At work, there is almost no greater feeling than being part of a high-performing team, and no worse than being part of a dysfunctional one.
Teams are not, by definition, destined to succeed. In fact more often then not, they will fail unless they have the right mix of people, purpose, process, commitment, training, and of course, leadership—along with the time for it all to jell.
I remember being on a team in one special law enforcement agency that had the “right mix.” The project was both very successful and was written up as a case study, and everything in the project was really fulfilling personally and professionally: from gathering around the whiteboard for creative strategy sessions to the execution of each phase of the project. Now, that is not to say that there were not challenges on the project and on the team—there always are—or you are probably just dreaming rather than really in the office working. But the overall, in the experience, the health of the team was conducive to doing some really cool stuff. When the team is healthy and the project successful, you feel good about getting up in the morning and going to work—an almost priceless experience.
Unfortunately, this team experience was probably more the exception than the rule—as many teams are dysfunctional for one or more reasons.
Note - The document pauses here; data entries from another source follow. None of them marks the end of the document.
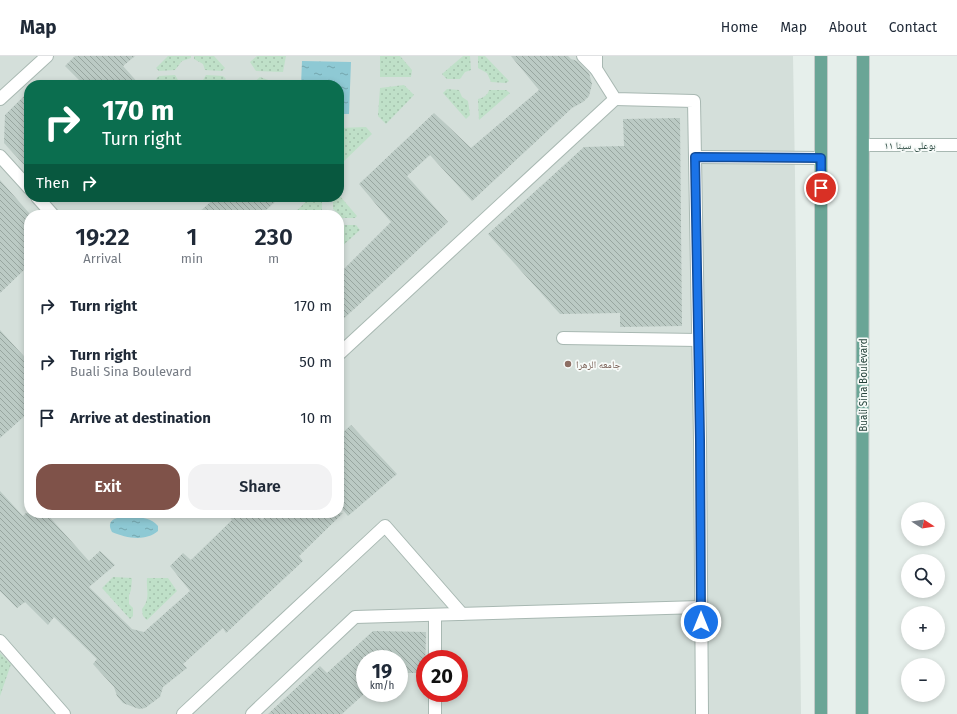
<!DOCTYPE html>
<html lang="en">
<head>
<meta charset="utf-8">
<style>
	body { margin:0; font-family:"Fira Sans","Noto Naskh Arabic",sans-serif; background:#f2f2f3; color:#1f2937; height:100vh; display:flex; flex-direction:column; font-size:15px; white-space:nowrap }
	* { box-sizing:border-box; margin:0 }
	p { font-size:13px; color:#747a83 }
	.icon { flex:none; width:22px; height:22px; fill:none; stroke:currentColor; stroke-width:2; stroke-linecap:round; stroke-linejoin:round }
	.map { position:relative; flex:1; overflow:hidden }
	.drawer { position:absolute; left:24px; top:154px; width:320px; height:308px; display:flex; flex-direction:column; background:#fff; border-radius:16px; box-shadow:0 2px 6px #0003 }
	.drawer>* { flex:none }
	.guide { position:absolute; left:24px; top:24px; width:320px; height:122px; border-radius:16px; box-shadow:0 2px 6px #0003; background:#0b6e4f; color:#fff; overflow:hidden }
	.needle { width:26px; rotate:102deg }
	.tools { position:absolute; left:901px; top:446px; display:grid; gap:8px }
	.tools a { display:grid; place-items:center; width:44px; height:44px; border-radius:50%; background:#fff; box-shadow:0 2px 6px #0003; font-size:20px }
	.speed { position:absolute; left:356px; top:594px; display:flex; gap:8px; font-size:20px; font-weight:700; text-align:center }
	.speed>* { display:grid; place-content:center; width:52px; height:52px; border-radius:50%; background:#fff; box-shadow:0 2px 6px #0003; line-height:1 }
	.speed small { font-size:10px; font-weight:400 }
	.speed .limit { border:6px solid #d22; background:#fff; color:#111 }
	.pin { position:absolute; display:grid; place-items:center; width:34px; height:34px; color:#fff; margin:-17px; border:2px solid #fff; border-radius:50%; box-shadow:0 1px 4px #0007 }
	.me { position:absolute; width:44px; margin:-22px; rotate:0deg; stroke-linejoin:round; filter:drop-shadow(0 0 3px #0008) }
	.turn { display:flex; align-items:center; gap:14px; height:84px; padding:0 12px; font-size:18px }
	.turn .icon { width:52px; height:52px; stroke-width:2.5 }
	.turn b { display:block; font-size:28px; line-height:34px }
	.then { display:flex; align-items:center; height:38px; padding:0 12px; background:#0003; gap:8px; font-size:15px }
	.eta { display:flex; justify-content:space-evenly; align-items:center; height:68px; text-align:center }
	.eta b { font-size:24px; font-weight:600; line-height:28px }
	.action { display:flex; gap:8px; margin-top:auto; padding:8px 12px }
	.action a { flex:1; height:46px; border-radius:16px; background:#7f5249; color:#fff; font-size:16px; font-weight:600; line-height:46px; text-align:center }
	.action a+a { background:#f2f2f3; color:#1f2937 }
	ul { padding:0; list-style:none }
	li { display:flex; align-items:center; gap:12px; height:56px; padding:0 12px }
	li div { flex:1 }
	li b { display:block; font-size:15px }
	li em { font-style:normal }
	header { display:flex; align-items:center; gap:24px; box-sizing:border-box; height:56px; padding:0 20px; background:#fff; border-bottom:1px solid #e0e1e3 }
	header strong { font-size:19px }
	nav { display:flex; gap:22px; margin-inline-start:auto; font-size:14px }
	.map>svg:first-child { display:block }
	.built { fill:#d4dfda; fill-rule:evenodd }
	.grass { fill:url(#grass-dots) }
	.water { fill:url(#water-ripples) }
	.building { fill:url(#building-back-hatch) }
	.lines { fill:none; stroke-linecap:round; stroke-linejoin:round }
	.minor-casing { stroke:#a8b8b2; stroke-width:14 }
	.major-casing { stroke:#c2cac8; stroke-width:14 }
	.minor { stroke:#fff; stroke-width:12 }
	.major { stroke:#6aa596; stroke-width:12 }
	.route-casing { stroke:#114b97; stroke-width:10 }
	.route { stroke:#1a73e8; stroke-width:7 }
	.education-dot { fill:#8d6e63; stroke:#f7fbf9; stroke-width:1.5 }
	.labels { text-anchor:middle; stroke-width:3.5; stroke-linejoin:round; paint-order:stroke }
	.street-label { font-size:10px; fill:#24423a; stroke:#f7fbf9 }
	.education-label { font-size:10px; fill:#785e54; stroke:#f7fbf9; text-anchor:start }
</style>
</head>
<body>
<header>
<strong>Map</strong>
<nav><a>Home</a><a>Map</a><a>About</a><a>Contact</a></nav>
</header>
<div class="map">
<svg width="957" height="658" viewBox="0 0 957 658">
	<defs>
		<pattern id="grass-dots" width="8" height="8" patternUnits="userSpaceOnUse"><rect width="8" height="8" fill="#bfe0c8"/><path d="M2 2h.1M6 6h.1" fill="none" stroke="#a4c1ad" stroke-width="1.8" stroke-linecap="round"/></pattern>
		<pattern id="water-ripples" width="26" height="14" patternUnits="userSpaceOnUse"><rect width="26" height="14" fill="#8ec9d4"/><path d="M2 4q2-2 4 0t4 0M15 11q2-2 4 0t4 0" fill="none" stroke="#74a5ad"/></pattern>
		<pattern id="building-back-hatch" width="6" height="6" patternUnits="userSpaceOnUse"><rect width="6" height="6" fill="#bbcac4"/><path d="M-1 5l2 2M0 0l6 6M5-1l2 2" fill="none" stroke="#98a6a0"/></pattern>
	</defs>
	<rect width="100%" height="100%" fill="#e6efeb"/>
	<!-- built -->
	<path class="built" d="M 0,0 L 793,0 L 795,119 L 801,658 L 0,658 ZM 29,29 L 339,29 L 339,141 L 29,141 ZM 29,159 L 339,159 L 339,457 L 29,457 ZM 365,603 L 399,603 L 399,637 L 365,637 ZM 425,603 L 459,603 L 459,637 L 425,637 Z"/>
	<!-- grass -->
	<g class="grass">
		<polygon points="168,0 191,0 191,2 182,5 175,14 159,15 156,12"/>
		<polygon points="194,0 214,0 225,12 222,15 205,14 203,8 194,3"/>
		<polygon points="257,0 286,0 283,16 256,15 250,6"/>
		<polygon points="380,0 400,0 412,14 411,21 380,21"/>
		<polygon points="463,0 470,0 471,14 465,16 460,23 447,23 442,18"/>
		<polygon points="478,0 485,0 509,25 506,27 491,26 487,17 478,12"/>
		<polygon points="175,19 181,29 161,29 156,23 159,20"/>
		<polygon points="206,19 223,20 226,23 220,29 200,29"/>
		<polygon points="260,21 282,29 251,29"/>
		<polygon points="404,29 414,39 386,68 378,60 380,32"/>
		<polygon points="447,33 459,34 462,41 468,45 470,59 466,63 443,37"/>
		<path d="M 489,34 L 506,34 L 510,37 L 479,64 L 478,43 C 483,42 488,39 489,34 Z"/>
		<polygon points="366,71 372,78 342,107 339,103 339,72"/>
		<polygon points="339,139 357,160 355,162 341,162 338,157 333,153 333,141 339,141"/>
		<polygon points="311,141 322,141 322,154 316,159 295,159 293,158"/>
		<polygon points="341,169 356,169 360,174 339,193 339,173"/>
		<polygon points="113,521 132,522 131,534 129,539 129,548 133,552 133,560 130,563 102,532"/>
		<path d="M 147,522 L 168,522 L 177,535 L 147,564 L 143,560 L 142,553 C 151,542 146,535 147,522 Z"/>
		<polygon points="0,597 11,608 0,640"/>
	</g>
	<!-- water -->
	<g class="water">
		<polygon points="302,5 351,6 349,58 339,58 339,29 301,29"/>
		<path d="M 132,460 C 143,462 151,462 158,470 L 158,475 C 145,486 126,482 112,476 C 104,461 122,461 132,460 Z"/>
	</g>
	<!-- building -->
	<g class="building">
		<polygon points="75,0 135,0 123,10 140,29 84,29 65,10"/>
		<polygon points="511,0 568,0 571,3 577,5 589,17 592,28 589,40 583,46 572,52 472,145 430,99 407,120 448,166 339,267 339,218 391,166 359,128 434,57 471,92 539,34"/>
		<polygon points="29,35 29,114 4,87 5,59"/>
		<polygon points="680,62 682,270 620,271 620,257 560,258 488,178 584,91 624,90 623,63"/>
		<polygon points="0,124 29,157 29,201 25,205 26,212 0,237"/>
		<polygon points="216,141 280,141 261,159 196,159"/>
		<polygon points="0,274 29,306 29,356 0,382"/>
		<polygon points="351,369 397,418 348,460 339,449 339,380"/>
		<polygon points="0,435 23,460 26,457 46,457 89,505 100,495 115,509 89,531 132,573 144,576 190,535 170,510 183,497 191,504 232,464 226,457 256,457 262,464 270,457 343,457 299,500 303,505 226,577 223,572 183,608 187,612 163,631 160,641 145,652 139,653 123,647 117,640 114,631 93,608 97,603 54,561 48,569 25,546 17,552 0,535"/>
		<polygon points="373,575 426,576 425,617 399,617 399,603 365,603 365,637 342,658 268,658 320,610 327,617"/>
	</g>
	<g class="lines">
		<defs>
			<g id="minor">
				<polyline points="583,0 596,13"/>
				<polyline points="596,0 596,13 615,43 694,45 700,384 702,658"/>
				<polyline points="0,43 47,0"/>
				<polyline points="864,89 957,89"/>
				<polyline points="0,100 29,132"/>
				<polyline points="695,101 821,102"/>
				<polyline points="37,141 53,159"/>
				<polyline points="563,282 698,284"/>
				<polyline points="339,298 615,43"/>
				<polyline points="0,585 64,658"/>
				<polyline points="435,603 435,559"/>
				<polyline points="183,658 385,470 462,558"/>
				<polyline points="252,658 355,561 701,551"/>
				<polyline points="435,658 435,637"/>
			</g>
			<g id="major">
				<polyline points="821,658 821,0"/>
				<polyline points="862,658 863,0"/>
			</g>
		</defs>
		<!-- minor casing -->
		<use href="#minor" class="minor-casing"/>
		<!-- major casing -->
		<use href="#major" class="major-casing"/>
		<!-- minor -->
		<use href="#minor" class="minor"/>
		<!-- major -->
		<use href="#major" class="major"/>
	</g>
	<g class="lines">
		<defs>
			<polyline id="route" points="701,566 700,384 695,101 821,102 821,132"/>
		</defs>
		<!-- route casing -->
		<use href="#route" class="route-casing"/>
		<!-- route -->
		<use href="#route" class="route"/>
	</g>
	<!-- markers -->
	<circle class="education-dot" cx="568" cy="308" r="4"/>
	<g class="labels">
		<!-- street labels -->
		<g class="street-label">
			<text x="910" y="93">بوعلی سینا ۱۱</text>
			<text transform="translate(863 329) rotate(-90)" y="4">Buali Sina Boulevard</text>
		</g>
		<!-- education labels -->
		<g class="education-label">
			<text x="576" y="312">جامعه الزهرا</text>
		</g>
	</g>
</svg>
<div class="tools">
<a><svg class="needle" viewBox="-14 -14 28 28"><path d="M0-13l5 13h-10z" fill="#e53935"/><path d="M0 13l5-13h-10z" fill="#747a83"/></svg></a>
<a><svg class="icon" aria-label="search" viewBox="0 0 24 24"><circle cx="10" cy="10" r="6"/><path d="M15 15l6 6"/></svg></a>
<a>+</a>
<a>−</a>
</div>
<div class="speed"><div>19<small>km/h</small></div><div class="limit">20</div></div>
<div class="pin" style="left:821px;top:132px;background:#d93025"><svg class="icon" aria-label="arrive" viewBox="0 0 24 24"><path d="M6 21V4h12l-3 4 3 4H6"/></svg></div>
<svg class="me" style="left:701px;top:566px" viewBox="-20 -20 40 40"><circle r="17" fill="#1a73e8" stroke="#fff" stroke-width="3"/><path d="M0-11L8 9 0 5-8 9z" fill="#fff"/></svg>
<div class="guide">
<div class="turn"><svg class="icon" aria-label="right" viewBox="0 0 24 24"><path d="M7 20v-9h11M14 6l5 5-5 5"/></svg><div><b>170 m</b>Turn right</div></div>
<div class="then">Then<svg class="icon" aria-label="right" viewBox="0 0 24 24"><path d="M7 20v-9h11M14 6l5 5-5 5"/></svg></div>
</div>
<section class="drawer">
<div class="eta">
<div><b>19:22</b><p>Arrival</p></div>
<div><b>1</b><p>min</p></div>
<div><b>230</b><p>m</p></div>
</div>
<ul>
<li><svg class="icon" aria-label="right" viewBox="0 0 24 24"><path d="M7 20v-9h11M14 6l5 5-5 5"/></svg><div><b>Turn right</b></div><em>170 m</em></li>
<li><svg class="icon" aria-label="right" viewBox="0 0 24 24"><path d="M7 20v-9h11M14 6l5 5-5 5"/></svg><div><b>Turn right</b><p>Buali Sina Boulevard</p></div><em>50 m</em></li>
<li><svg class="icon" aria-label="arrive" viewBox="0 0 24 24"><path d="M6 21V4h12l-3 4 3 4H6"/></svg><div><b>Arrive at destination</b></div><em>10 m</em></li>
</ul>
<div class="action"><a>Exit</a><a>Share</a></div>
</section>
</div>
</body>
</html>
In fact, at the positive team experience that I was described above, my boss used to say, “the stars are all aligned for us.”
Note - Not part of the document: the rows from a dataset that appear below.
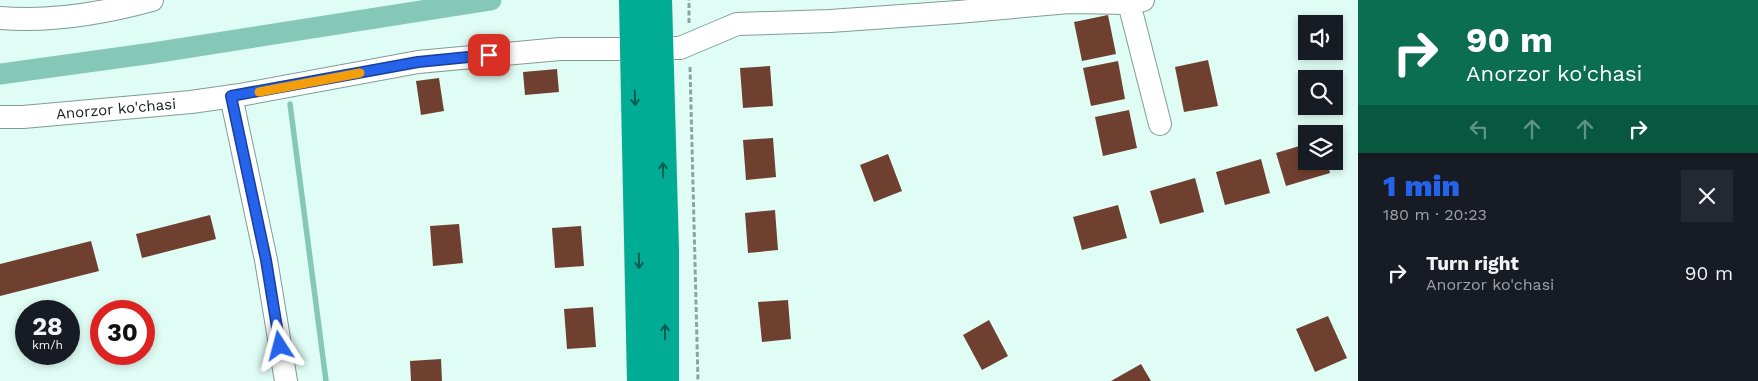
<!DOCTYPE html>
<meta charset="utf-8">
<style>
:root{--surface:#171b24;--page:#242831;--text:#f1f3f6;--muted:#9ea1a6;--accent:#2563eb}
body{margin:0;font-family:"Work Sans",sans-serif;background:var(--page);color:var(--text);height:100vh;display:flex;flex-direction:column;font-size:19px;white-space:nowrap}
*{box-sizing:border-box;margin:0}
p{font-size:16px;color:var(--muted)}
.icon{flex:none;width:28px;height:28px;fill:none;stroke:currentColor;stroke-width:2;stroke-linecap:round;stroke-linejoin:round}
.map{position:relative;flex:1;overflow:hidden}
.details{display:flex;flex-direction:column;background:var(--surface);width:400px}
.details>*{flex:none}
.guide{background:#0b6e4f;color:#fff;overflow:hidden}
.fabs{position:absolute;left:1298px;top:15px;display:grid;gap:10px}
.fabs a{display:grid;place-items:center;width:45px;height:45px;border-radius:0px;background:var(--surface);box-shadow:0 2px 8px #0003;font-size:25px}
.speed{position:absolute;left:15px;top:300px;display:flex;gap:10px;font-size:25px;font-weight:700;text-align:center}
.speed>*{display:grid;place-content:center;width:65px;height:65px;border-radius:50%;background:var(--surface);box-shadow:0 2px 8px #0003;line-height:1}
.speed small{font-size:12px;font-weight:400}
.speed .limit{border:8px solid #d22;background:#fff;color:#111}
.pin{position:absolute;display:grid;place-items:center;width:42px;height:42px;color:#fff;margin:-21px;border-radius:10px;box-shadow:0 2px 8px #0006}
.me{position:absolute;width:55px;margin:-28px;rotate:351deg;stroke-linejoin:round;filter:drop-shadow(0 0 4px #0008)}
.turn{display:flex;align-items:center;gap:18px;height:105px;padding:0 25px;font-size:22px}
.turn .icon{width:65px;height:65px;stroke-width:2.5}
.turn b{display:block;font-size:35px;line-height:42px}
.lanes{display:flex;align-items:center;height:48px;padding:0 25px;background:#0003;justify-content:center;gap:25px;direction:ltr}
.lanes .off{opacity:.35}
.round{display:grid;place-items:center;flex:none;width:52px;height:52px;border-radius:0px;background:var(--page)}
.summary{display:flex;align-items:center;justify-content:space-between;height:85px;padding:0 25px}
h1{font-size:30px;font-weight:800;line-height:38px;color:var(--accent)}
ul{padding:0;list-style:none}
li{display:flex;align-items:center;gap:15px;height:70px;padding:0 25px}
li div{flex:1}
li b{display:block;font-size:19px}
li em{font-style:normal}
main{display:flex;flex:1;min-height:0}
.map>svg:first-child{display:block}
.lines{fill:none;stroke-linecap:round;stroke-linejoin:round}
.stream{stroke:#85c8b8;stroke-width:5.5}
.canal{stroke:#85c8b8;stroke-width:21}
.building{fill:#6f3f30}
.street-casing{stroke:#819c95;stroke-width:24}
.highway-casing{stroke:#e7e8e8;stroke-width:29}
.path{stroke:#8da39e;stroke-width:3;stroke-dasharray:5 2.5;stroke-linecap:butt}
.street{stroke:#fff;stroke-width:22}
.highway{stroke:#00ac93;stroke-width:28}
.oneway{stroke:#0a5d51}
.route-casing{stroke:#184099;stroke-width:12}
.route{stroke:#2563eb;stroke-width:9}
.slow{stroke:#f59e0b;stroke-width:9}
.labels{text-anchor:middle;stroke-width:5;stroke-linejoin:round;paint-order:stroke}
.street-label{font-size:15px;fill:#131d1b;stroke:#fff}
</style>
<main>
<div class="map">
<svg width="1358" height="381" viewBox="0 0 1358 381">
<rect width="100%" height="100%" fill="#dffdf5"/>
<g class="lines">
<path class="stream" d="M290 104 326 381"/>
<path class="canal" d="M0 74 153 53 491 0"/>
</g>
<path class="building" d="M1108 15 1116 54 1082 61 1074 22Z
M1208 60 1218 106 1184 112 1175 67Z
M1118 61 1125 99 1091 106 1083 68Z
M770 66 773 106 743 108 740 68Z
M557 69 559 92 525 95 523 72Z
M439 78 444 111 421 115 416 81Z
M1129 110 1137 148 1103 156 1095 117Z
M773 138 776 177 746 180 743 140Z
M1306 144V161H1327L1330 173 1286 186 1276 153Z
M888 154 902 191 874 202 860 165Z
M1261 159 1270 193 1225 205 1216 172Z
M1195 178 1204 212 1160 224 1150 191Z
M1118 205 1127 238 1082 250 1073 217Z
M775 210 778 250 748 253 745 213Z
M210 215 216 239 142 258 136 234Z
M459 224 463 263 433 266 430 226Z
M581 226 584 266 555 268 552 228Z
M91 241 99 271 0 296V264Z
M788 300 791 339 762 342 758 302Z
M593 307 596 347 567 349 564 309Z
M1328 316 1347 358 1315 372 1296 329Z
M989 320 1008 356 982 370 963 335Z
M441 359 442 381H411L410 361Z
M1141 364 1151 381H1111Z"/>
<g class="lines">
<g class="street-casing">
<path id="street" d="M1129 3 1160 124
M0 18C49 22 105 13 152 0
M660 48H680L737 24 830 21 958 12 1069 2 1129 3 1143 0
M231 96 266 260 286 381
M0 117H23L191 102 240 95 418 62 560 49H633"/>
</g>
<g class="highway-casing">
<path id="highway" d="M633 0 641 381
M658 0 665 251V381"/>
</g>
<path class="path" d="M689 23V0
M690 67 698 381"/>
<use href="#street" class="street"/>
<use href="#highway" class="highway"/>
</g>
<defs><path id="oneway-shaft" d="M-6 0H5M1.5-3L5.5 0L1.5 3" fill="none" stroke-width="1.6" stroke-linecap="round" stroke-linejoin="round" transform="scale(1.25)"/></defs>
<g class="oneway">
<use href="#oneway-shaft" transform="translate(635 98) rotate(88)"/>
<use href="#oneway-shaft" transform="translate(663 170) rotate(-91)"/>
<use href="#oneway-shaft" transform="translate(639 261) rotate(89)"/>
<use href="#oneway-shaft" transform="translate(665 332) rotate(-90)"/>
</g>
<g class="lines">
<g class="route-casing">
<path id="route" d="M280 346 266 260 231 96 418 62 489 55"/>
</g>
<use href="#route" class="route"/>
<path class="slow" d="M259 92 360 73"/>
</g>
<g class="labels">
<g class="street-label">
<text transform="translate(116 109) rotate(-5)" y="5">Anorzor ko'chasi</text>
</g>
</g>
</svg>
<div class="fabs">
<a><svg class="icon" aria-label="sound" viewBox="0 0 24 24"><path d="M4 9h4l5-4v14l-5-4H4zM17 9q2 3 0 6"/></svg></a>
<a><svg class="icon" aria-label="search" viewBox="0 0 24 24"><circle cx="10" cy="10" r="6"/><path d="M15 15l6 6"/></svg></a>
<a><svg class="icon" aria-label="layers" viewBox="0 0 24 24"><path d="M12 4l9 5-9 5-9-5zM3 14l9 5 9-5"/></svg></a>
</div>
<div class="speed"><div>28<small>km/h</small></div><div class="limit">30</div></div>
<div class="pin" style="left:489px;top:55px;background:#d93025"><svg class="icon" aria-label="arrive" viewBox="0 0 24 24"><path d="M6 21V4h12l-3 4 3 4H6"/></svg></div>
<svg class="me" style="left:280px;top:346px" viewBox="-20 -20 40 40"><path d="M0-17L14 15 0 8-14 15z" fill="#2563eb" stroke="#fff" stroke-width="4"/></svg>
</div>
<section class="details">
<div class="guide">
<div class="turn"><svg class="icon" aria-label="right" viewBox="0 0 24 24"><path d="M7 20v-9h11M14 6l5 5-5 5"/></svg><div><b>90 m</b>Anorzor ko'chasi</div></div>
<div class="lanes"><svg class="icon off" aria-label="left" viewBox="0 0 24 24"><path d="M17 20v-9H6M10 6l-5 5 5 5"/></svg><svg class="icon off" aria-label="ahead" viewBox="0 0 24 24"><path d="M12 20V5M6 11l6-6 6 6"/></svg><svg class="icon off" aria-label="ahead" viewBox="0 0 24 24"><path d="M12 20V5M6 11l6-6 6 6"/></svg><svg class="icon" aria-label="right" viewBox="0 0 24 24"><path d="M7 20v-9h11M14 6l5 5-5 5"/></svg></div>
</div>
<div class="summary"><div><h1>1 min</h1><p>180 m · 20:23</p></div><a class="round"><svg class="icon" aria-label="close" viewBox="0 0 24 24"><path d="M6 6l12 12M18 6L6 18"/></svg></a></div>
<ul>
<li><svg class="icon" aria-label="right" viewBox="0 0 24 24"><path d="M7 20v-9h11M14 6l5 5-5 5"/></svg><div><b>Turn right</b><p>Anorzor ko'chasi</p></div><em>90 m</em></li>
</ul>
</section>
</main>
The challenge of putting together high-performance teams is described in Harvard Business Review, May 2009, in an article, “Why Teams Don’t Work,” by Diane Coutu.
She states: “Research consistently shows that teams underperform their potential.”
But Coutu explains that this phenomenon of underperformance by teams can be overcome, by following “five basic conditions” as described in “Leading Teams” by J. Richard Hackman (the descriptions of these are my thoughts):
“Teams must be real”—you need the right mix of people: who’s in and who’s out.
“Compelling direction”—teams need a clear purpose: “what they’re supposed to be doing” and is it meaningful.
“Enabling structures”—teams need process: how are things going to get done and by whom.
“Supportive organization”—teams need the commitment of the organization and its leadership: who is championing and sponsoring the team.
“Expert coaching”—you need training: how teams are supposed to behave and produce.
While leadership is not called out specifically, to me it is the “secret sauce” or the glue that holds all the other team enablers together. The skilled leader knows who to put on the team, how to motivate its members to want to succeed, how to structure the group to be productive and effective, how to build and maintain commitment, and how to coach, counsel, mentor, and ensure adequate training and tools for the team members.
One other critical element that Coutu spells out is courage. Team leaders and members need to have the courage to innovate, “ask difficult questions,” to counter various forms of active or passive resistance, and to experiment.
In short, harnessing the strength of a team means bringing out the best in everyone, making sure that the strengths and weaknesses of the individuals offset each other—there is true synergy in working together. In failing teams, everyone might as well stay home. In high-performance teams, the whole team is greater than the sum of its individual members.